= Beginning of Section =
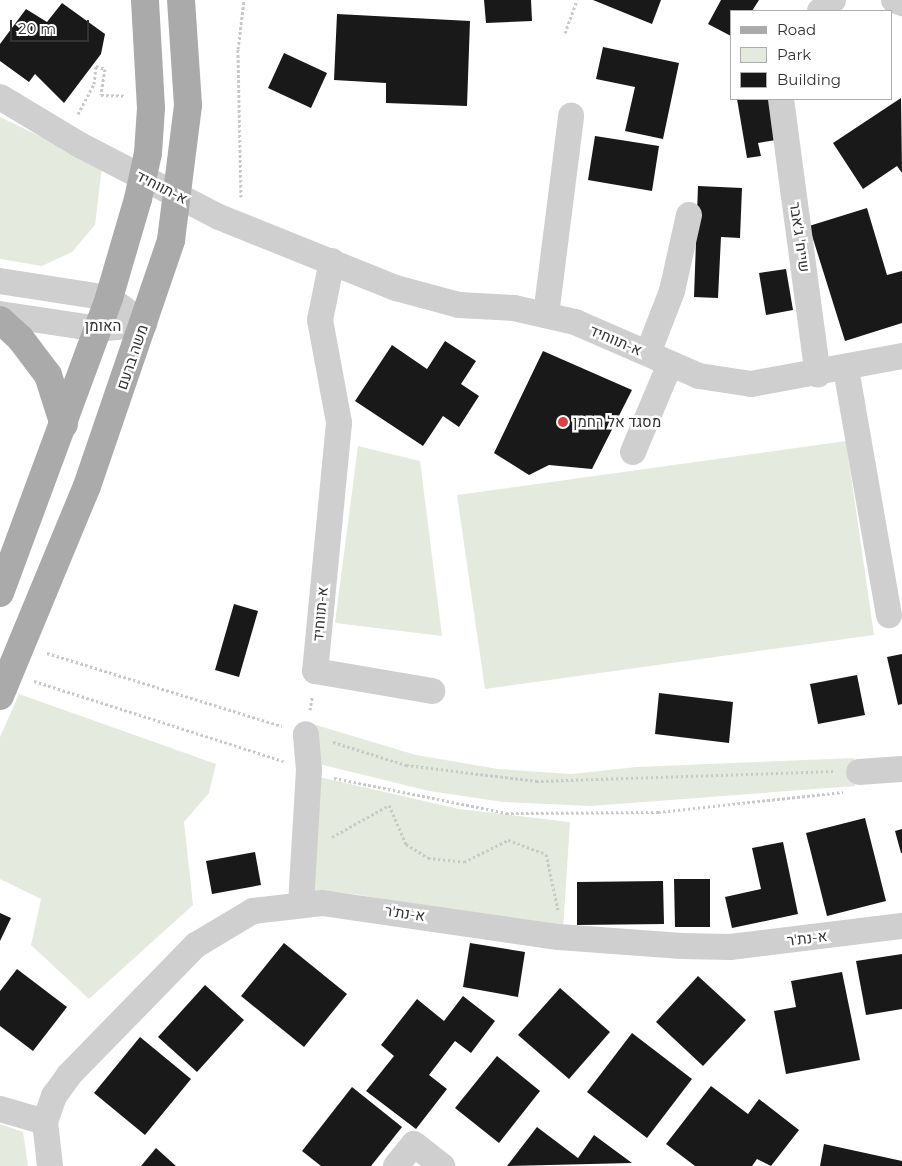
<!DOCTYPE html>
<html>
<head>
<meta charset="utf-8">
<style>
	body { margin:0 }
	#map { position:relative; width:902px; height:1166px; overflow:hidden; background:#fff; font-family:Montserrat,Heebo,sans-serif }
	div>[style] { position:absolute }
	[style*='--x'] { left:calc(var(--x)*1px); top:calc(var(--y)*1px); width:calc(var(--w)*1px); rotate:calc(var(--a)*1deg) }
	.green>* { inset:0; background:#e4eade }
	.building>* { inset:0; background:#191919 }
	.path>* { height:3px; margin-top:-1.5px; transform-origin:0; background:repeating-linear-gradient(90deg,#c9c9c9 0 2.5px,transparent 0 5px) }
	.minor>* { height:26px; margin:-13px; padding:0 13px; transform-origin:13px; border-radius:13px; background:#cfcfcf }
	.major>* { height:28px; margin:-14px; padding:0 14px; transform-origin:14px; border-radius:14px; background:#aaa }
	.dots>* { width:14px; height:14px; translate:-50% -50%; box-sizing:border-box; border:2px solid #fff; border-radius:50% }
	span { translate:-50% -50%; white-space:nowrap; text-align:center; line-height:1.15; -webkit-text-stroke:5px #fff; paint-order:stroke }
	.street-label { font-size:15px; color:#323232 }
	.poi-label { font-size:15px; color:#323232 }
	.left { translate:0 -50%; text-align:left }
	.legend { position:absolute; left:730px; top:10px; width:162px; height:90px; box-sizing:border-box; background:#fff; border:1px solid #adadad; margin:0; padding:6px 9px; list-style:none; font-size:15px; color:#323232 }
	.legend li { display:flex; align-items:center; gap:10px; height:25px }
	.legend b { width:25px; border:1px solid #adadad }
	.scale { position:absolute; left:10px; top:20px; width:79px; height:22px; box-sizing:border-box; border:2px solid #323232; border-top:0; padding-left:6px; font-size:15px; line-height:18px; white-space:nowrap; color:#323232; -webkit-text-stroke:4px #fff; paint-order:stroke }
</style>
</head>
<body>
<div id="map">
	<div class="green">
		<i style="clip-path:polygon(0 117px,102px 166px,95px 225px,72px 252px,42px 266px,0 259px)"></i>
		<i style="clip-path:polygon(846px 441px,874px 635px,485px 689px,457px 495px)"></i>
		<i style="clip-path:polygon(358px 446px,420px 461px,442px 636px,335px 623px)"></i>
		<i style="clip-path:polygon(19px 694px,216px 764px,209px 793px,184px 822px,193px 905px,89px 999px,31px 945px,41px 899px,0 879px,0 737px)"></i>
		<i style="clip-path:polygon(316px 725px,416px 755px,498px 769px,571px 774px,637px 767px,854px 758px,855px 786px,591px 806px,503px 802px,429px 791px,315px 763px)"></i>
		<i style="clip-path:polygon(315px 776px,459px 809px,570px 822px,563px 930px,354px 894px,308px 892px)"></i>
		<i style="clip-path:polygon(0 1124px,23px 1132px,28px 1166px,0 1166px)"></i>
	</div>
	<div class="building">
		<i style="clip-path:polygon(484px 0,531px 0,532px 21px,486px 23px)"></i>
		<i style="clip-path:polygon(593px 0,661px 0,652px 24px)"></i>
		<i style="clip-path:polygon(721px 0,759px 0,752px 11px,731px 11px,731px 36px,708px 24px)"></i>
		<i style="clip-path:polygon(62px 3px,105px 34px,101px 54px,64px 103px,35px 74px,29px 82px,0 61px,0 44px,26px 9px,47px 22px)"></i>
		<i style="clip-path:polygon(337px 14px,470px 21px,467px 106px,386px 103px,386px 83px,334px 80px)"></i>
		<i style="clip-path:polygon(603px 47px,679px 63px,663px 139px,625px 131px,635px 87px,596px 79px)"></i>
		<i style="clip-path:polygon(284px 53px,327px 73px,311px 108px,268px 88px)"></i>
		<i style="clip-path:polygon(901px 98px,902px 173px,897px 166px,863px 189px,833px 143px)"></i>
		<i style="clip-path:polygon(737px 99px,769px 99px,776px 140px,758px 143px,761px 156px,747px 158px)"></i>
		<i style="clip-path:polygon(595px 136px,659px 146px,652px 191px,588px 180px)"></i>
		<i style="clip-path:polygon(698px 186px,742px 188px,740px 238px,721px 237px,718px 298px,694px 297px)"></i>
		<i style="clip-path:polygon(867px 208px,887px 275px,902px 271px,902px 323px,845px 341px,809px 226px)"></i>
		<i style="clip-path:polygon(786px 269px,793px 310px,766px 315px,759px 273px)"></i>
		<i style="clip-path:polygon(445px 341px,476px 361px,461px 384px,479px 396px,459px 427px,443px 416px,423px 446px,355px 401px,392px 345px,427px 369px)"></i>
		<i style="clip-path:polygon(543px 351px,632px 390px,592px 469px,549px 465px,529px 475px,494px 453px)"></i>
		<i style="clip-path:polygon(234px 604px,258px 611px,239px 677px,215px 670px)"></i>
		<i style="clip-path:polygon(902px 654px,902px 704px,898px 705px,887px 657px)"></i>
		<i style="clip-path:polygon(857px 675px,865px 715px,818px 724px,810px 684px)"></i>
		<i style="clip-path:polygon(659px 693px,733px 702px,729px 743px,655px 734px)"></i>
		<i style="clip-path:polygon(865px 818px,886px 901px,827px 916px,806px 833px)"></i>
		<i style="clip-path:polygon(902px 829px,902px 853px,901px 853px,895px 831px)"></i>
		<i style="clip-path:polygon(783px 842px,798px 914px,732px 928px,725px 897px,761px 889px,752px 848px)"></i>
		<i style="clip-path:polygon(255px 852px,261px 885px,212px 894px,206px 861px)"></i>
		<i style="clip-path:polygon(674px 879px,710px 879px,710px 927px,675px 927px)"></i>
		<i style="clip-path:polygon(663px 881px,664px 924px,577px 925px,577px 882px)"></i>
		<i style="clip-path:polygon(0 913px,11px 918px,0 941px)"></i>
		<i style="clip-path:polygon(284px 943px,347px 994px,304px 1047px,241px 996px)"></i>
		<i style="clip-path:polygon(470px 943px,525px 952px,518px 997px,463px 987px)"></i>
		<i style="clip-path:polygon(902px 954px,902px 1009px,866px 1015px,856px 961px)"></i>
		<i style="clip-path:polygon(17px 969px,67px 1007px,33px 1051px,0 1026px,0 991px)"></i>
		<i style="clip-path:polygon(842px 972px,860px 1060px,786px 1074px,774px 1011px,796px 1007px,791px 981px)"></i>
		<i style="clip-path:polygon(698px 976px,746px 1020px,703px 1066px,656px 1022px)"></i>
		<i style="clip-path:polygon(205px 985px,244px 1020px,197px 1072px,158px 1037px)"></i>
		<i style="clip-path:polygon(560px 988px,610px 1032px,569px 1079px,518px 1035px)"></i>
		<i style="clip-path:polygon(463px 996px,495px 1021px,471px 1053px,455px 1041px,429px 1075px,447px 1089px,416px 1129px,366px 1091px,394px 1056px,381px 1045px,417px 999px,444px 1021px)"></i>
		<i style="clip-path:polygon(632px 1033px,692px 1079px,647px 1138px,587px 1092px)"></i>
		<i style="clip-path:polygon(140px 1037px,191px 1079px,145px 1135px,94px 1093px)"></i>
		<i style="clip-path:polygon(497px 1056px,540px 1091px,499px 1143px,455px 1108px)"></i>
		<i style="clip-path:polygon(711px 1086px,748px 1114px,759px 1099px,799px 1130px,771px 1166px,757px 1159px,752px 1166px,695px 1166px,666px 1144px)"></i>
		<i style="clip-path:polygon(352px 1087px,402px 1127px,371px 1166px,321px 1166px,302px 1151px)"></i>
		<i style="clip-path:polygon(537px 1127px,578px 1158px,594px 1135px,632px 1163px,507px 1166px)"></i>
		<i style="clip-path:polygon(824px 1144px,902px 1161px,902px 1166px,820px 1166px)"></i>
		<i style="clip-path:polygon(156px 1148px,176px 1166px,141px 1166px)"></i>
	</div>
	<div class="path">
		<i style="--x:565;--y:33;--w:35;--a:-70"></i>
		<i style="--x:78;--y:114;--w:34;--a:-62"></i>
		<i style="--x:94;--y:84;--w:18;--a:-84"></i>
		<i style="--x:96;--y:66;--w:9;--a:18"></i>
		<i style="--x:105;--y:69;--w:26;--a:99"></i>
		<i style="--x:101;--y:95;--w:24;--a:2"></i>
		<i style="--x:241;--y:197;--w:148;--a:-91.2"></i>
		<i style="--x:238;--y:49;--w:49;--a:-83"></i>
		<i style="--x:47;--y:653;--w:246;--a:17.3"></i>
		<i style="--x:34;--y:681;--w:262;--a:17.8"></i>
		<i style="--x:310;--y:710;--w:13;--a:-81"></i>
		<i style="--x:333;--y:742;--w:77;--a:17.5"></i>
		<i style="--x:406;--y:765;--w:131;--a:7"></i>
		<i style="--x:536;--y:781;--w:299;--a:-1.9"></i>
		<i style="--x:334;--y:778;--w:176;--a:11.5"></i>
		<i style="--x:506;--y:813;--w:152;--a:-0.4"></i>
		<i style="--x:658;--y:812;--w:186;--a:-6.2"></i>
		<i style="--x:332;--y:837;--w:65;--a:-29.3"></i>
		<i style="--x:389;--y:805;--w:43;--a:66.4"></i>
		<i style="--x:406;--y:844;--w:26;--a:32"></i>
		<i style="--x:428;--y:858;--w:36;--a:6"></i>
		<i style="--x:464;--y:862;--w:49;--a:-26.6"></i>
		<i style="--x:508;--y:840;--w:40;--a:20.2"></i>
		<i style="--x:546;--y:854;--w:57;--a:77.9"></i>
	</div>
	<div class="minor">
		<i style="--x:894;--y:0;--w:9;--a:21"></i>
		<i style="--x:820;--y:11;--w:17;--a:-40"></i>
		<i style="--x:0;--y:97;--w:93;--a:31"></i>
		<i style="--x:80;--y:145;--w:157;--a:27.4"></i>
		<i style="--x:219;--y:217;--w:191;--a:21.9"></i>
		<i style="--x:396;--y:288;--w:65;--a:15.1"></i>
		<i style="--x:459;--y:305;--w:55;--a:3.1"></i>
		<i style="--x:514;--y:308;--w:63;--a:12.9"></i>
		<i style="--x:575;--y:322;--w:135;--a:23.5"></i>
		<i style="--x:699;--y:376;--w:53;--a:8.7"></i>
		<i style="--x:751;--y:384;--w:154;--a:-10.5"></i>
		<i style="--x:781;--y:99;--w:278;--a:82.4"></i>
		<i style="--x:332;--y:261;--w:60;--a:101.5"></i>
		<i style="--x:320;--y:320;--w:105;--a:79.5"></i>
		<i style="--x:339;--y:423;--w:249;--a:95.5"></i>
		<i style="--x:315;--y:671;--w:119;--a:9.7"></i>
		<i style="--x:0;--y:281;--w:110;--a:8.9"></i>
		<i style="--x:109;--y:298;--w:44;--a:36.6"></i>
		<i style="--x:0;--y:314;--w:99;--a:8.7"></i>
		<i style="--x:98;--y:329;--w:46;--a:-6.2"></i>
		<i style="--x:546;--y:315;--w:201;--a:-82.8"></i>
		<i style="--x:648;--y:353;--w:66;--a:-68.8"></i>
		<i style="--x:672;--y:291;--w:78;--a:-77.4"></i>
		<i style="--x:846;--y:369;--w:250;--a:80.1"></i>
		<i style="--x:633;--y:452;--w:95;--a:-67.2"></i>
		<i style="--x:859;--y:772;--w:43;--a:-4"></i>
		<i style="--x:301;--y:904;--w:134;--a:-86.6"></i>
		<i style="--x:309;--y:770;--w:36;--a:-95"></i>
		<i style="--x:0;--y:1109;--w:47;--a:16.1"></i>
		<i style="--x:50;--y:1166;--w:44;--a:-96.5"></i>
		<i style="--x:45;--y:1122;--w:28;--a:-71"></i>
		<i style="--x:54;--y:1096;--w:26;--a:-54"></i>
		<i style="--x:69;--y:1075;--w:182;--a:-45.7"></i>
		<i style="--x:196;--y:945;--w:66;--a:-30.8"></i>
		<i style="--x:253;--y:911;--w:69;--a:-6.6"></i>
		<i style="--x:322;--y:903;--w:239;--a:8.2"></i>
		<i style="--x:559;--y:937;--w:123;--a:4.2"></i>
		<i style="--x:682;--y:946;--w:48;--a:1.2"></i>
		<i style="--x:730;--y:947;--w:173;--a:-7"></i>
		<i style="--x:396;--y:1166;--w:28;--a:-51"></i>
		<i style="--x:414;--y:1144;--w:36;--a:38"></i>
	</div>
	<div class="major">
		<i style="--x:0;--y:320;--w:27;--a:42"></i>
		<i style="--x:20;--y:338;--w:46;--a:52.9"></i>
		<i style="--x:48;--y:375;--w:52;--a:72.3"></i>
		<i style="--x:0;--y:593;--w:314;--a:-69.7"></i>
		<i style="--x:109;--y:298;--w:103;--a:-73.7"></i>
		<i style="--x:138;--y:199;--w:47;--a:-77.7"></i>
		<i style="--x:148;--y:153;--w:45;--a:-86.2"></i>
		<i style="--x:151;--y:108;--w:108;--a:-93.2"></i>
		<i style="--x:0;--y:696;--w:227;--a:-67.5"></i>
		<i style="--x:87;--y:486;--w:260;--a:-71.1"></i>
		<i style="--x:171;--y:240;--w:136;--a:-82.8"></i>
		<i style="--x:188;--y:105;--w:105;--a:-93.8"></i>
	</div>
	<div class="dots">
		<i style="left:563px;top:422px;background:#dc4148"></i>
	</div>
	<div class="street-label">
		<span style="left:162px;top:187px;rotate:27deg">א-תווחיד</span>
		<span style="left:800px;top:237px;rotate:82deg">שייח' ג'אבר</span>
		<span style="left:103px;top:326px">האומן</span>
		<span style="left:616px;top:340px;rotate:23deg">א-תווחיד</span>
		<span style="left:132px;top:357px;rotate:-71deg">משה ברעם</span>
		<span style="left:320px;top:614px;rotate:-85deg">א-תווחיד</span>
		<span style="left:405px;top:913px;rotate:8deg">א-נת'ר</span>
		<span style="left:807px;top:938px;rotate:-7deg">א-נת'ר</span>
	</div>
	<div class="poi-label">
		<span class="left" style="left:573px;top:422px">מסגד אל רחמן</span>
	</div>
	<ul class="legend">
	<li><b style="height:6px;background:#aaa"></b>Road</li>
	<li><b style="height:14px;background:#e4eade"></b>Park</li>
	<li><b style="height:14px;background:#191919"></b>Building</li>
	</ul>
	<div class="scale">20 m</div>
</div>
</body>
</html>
= End of Section =
PROBLEM DETAILS
Apply a filter for "center" to the entries and show each line that passes.

ANSWER BOX
	span { translate:-50% -50%; white-space:nowrap; text-align:center; line-height:1.15; -webkit-text-stroke:5px #fff; paint-order:stroke }
	.legend li { display:flex; align-items:center; gap:10px; height:25px }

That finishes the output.